What to do
Would you please repeat exactly the lines from the one containing "Dump the readable" to the end of the records, both included, and leave out the rest?

Material provided

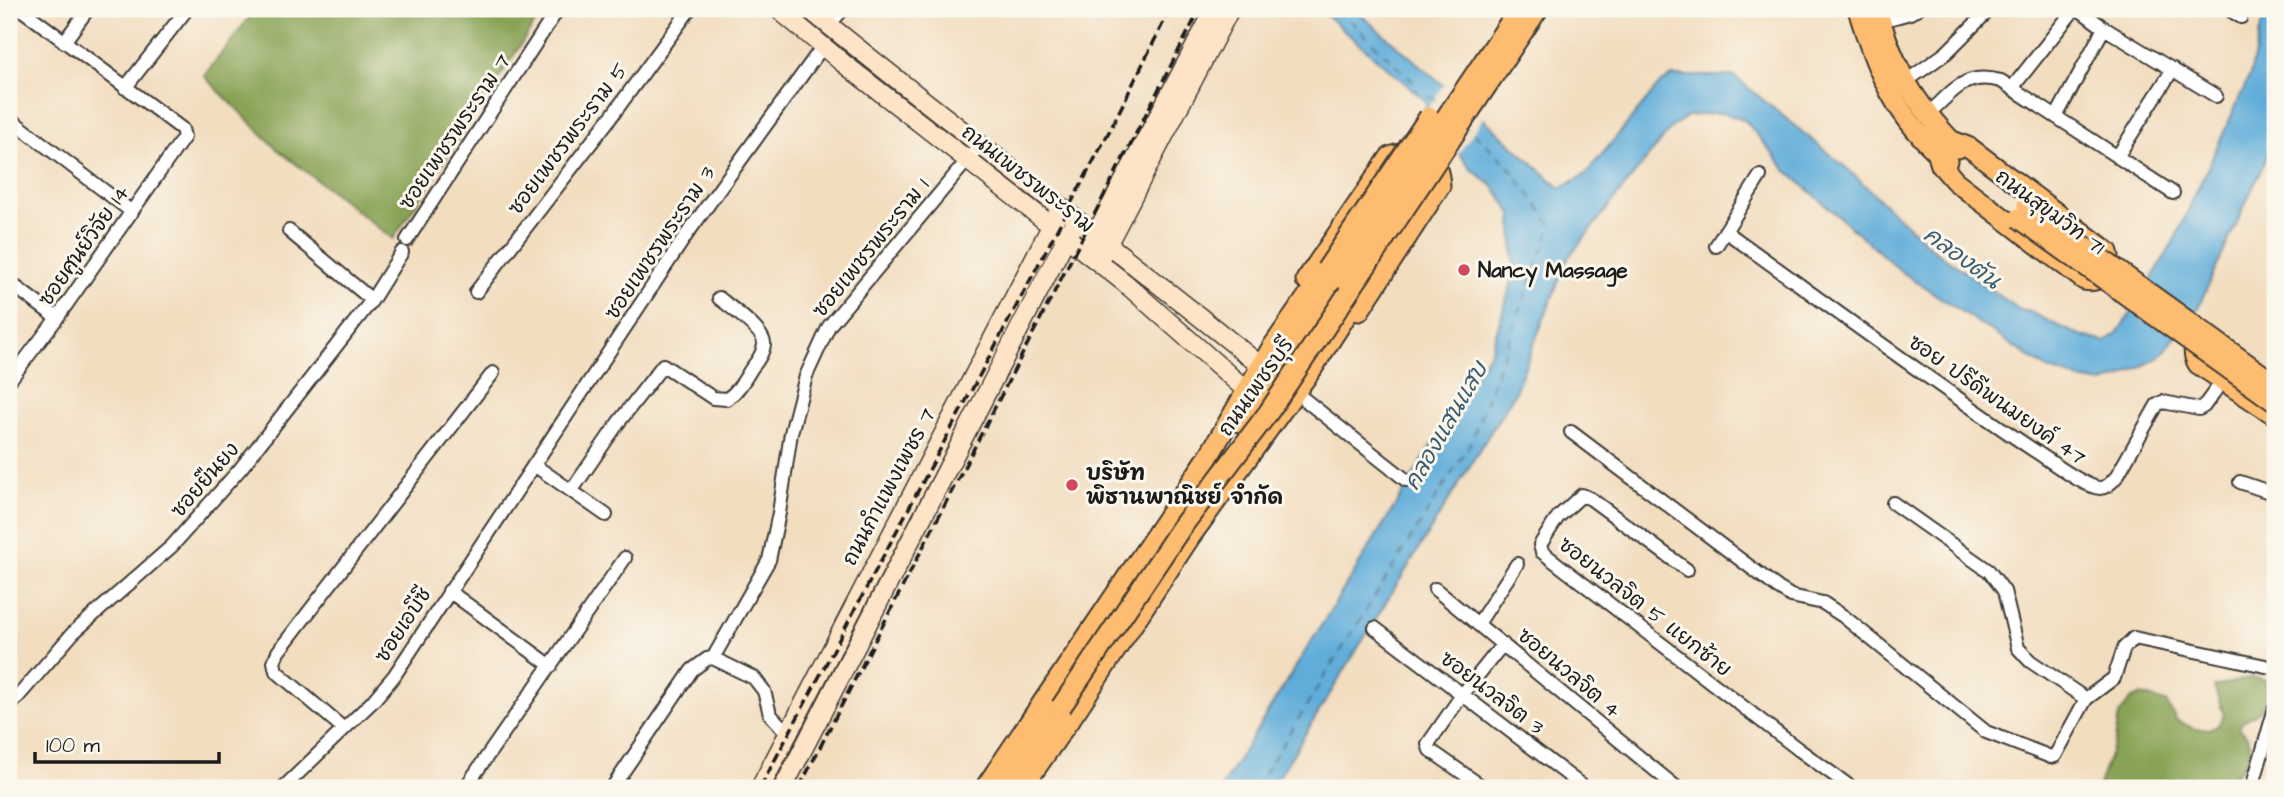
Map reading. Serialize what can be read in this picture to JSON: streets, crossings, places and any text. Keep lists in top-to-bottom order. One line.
{"streets":{"main road":["ถนนสุขุมวิท 71","ถนนเพชรบุรี"],"street":["ซอยเพชรพระราม 7","ซอยเพชรพระราม 5","ถนนเพชรพระราม","ซอยเพชรพระราม 3","ซอยศูนย์วิจัย 14","ซอยเพชรพระราม 1","ซอย ปรีดีพนมยงค์ 47","ซอยยืนยง","ถนนกำแพงเพชร 7","ซอยนวลจิต 5 แยกซ้าย","ซอยเอบีซี","ซอยนวลจิต 4","ซอยนวลจิต 3"]},"crossings":[["ซอยเพชรพระราม 7","ซอยยืนยง"],["ถนนเพชรพระราม","ซอยเพชรพระราม 3"],["ถนนเพชรพระราม","ซอยเพชรพระราม 1"],["ถนนเพชรพระราม","ถนนเพชรบุรี"],["ถนนเพชรพระราม","ถนนกำแพงเพชร 7"],["ซอยเพชรพระราม 3","ซอยเอบีซี"]],"water":["คลองตัน","คลองแสนแสบ"],"places":["Nancy Massage","บริษัท พิธานพาณิชย์ จำกัด"],"scale_bar":"100 m"}
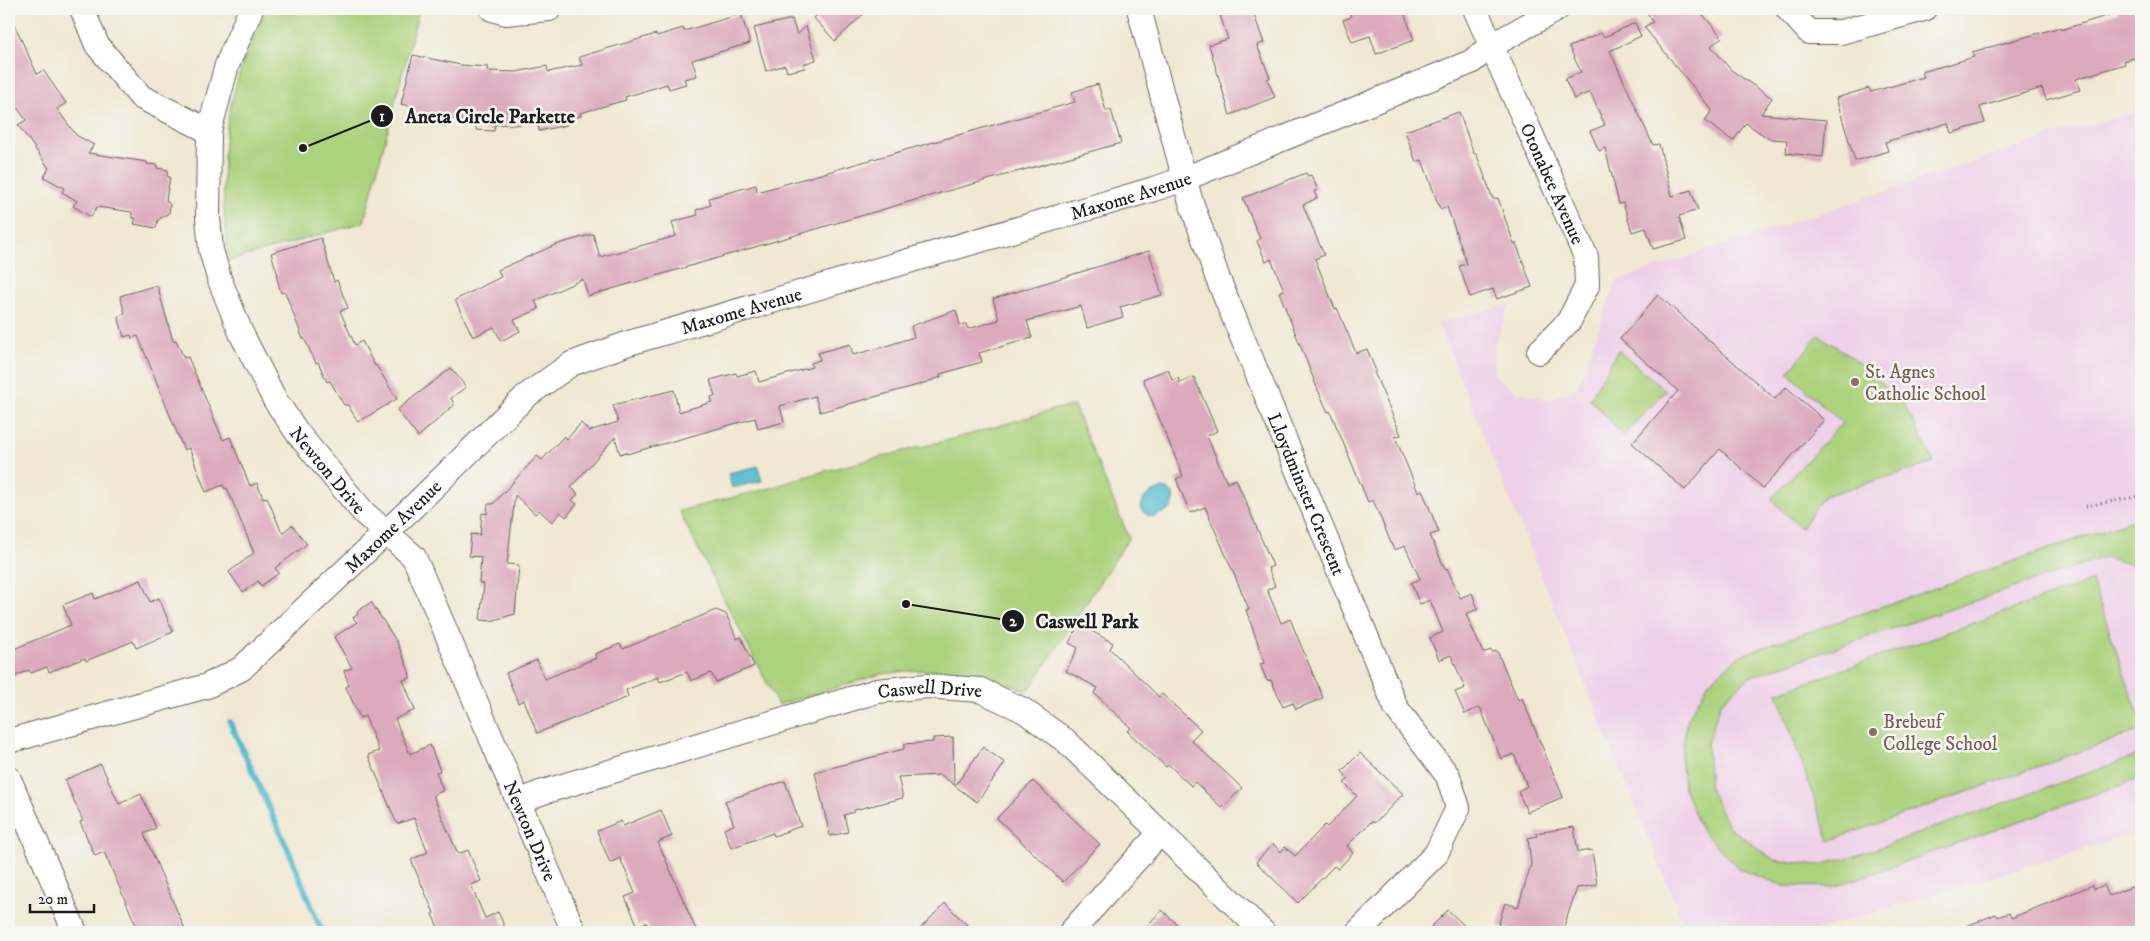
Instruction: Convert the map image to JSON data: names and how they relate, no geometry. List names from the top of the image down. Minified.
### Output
{"streets":{"street":["Otonabee Avenue","Maxome Avenue","Newton Drive","Lloydminster Crescent","Caswell Drive"]},"crossings":[["Otonabee Avenue","Maxome Avenue"],["Maxome Avenue","Newton Drive"],["Maxome Avenue","Lloydminster Crescent"],["Newton Drive","Caswell Drive"]],"places":["Aneta Circle Parkette","St. Agnes Catholic School","Caswell Park","Brebeuf College School"],"scale_bar":"20 m"}
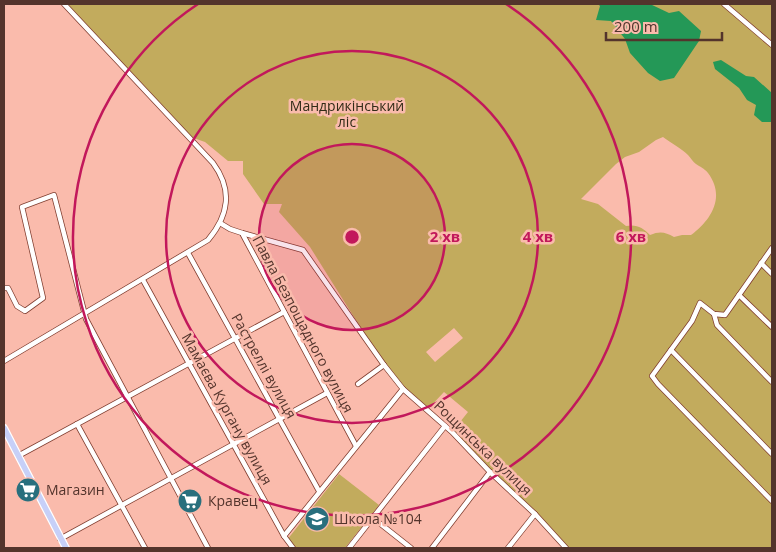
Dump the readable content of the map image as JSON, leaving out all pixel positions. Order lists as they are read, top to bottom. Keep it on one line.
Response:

Your response
Dump the readable content of the map image as JSON, leaving out all pixel positions. Order lists as they are read, top to bottom. Keep it on one line.
Response:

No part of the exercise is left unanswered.